▸ DIRECTIONS FOR THIS TASK: Among the entries that follow, how many lines contain the word "down"? Give the number alone.

[Dataset entries]
.....

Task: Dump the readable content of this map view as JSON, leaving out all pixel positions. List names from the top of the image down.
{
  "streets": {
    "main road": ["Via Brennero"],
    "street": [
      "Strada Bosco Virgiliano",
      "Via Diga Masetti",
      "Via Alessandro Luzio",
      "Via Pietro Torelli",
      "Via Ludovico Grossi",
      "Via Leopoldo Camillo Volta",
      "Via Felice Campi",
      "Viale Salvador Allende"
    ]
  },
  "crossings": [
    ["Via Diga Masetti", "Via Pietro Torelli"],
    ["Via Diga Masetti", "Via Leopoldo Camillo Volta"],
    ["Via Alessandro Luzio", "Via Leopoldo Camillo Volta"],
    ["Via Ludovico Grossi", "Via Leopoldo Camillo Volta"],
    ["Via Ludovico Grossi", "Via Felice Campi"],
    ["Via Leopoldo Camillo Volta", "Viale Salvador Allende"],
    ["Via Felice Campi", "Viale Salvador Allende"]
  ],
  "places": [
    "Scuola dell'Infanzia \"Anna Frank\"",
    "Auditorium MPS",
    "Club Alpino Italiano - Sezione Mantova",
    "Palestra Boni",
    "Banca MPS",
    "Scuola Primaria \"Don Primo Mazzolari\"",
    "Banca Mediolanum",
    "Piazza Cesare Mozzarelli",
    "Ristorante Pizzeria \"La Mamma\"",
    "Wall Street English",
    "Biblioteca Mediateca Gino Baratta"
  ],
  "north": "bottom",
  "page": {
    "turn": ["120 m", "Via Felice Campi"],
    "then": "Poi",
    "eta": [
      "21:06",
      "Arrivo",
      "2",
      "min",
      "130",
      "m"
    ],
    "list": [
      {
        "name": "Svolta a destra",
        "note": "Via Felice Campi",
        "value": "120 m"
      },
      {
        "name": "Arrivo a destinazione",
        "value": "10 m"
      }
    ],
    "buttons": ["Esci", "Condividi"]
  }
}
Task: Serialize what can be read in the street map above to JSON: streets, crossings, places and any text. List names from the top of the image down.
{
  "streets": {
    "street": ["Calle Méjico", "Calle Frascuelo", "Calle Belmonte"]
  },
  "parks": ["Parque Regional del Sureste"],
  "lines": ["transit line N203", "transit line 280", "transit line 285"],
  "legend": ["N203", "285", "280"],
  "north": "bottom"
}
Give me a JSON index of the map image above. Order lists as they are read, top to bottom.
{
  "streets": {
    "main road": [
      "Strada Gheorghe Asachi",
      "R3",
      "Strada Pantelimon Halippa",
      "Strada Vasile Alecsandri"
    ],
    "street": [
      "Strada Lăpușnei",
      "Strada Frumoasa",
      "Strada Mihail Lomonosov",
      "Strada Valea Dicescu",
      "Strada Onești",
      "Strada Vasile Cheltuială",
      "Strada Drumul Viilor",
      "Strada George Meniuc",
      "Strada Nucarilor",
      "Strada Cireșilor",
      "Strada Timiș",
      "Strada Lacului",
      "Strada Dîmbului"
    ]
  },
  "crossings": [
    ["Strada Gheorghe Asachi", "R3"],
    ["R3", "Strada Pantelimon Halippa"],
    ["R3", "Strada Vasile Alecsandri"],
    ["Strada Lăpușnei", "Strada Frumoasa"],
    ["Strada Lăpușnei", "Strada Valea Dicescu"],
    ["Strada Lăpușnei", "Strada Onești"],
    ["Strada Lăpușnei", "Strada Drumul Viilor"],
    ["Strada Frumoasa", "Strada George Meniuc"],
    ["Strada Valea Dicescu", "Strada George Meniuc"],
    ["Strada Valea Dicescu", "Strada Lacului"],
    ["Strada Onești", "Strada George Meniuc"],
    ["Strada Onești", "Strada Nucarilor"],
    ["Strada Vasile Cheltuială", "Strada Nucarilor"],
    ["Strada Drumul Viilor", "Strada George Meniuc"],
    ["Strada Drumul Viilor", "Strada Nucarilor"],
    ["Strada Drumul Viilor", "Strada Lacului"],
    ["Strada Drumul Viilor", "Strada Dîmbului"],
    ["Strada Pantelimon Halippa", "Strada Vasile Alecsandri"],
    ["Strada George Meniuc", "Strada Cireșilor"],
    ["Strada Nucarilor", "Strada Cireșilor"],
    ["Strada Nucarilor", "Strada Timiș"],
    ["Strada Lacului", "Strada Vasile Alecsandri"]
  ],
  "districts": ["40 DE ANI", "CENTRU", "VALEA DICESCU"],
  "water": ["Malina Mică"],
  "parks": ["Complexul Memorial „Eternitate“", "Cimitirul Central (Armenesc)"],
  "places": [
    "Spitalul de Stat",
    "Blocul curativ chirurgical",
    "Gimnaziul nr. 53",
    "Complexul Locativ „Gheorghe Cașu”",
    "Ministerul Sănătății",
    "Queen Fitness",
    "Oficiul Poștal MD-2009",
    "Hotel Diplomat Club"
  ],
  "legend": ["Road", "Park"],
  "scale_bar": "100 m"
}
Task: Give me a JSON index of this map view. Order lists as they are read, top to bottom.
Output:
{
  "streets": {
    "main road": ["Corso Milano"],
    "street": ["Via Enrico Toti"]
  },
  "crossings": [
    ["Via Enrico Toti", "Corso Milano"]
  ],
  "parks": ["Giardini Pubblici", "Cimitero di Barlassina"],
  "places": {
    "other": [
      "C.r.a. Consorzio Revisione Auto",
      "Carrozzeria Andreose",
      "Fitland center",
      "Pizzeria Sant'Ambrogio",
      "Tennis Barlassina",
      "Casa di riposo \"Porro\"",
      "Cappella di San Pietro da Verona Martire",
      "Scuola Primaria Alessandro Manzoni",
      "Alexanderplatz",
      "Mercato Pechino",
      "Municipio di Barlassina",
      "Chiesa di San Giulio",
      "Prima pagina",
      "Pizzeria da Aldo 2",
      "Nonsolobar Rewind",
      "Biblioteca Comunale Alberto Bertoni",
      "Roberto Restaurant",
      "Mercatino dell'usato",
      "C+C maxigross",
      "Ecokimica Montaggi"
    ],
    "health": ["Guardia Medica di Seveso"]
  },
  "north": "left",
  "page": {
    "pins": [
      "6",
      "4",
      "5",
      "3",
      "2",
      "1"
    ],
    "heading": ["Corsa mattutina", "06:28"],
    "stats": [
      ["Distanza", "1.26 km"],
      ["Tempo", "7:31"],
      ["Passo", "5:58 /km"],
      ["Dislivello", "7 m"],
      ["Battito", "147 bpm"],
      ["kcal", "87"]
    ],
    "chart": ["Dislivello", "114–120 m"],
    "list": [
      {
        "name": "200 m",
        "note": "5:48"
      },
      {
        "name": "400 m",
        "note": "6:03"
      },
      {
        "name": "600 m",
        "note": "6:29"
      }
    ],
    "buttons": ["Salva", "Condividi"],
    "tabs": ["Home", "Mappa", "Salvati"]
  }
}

.....

▸ SOLVED EXERCISE: 2